According to the composer Clifton Worsley it was he who coined the term Boston waltz.
Clifton Worsley is the pseudonym of the Catalan musician Pere Astort i Ribas. A trained pianist, Pere Astort started working as a clerk at a popular sheet music shop located on the most emblematic street, La Rambla, in Barcelona. This shop then called Can Guàrdia still exists as Casa Beethoven.
In the sheet music shop Pere Astort worked as a song demonstrator (or song plugger) to help sell the sheet music. Patrons could select a title of a song for him to play on the piano, thus getting a first listen before buying.
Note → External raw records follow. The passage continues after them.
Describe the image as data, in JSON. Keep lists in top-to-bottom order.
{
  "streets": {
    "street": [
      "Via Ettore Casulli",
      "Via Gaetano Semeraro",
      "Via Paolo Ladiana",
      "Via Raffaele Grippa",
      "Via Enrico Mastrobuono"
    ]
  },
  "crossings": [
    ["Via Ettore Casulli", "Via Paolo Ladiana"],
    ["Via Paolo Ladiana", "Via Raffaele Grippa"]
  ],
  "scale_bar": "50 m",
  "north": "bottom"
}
The story goes that while Astort was playing one of his own compositions, an American musician walked into the shop. Stunned by Astort’s song the visitor told him that the music reminded him of fashionable waltzes from his home town, Boston. The American also suggested to adopt a pseudonym with a more ‘artistic‘ and international resonance. Pere Astort went for the dignified sounding Clifton Worsley nom de plume.
Clifton Worsley had a rival in Theodor Pinet who also claimed to be the Bostonkungen or the Boston King. Pinet was a Swedish composer, with a Belgian father, who used to play at the royal court of Sweden. He introduced the Boston waltz in Sweden around 1902. Clifton Worsley had then already composed his first Boston walz in the late 1890’s. Anyway, Theodor Pinet became a big name in Sweden thanks to the Boston Walz. In 1910 he launched his own music hall: the Boston Palace! According to Sweden’s state archives, the rush to Pinet’s Boston Palace was huge: “Ladies in exquisite toilets, gentlemen in coats and tuxedos, students, little shop girls in blouses and skirts, jacket-clad office workers and demi-mondaines in rustling silk with or without cavalier, all bitten by the Boston fly […]”
In 1900 the French Roi de la Valse Rodolphe Berger composed a valse très lente (a very slow waltz), the hugely successful Amoureuse.
And after Massenet also having written a Valse très lente, Debussy created La plus que lente or ‘the even slower waltz’ in 1910. It was his tongue-in-cheek riposte to the the countless lightweight valses lentes that were so successful in the Parisian salons and dance halls. La plus que lente is a charming sentimental waltz with a lot of rubato written for solo piano and arranged for strings.
Debussy mentioned in an interview that he had written La plus que lente for the Hungarian violinist/leader of a gypsy orchestra. He had discovered the ensemble in the newly opened Parisian Carlton Hotel where he regularly went with his wife and friends for the afternoon tea. Who better then, than the Hungarian Antal Zalai to perform La plus que lente …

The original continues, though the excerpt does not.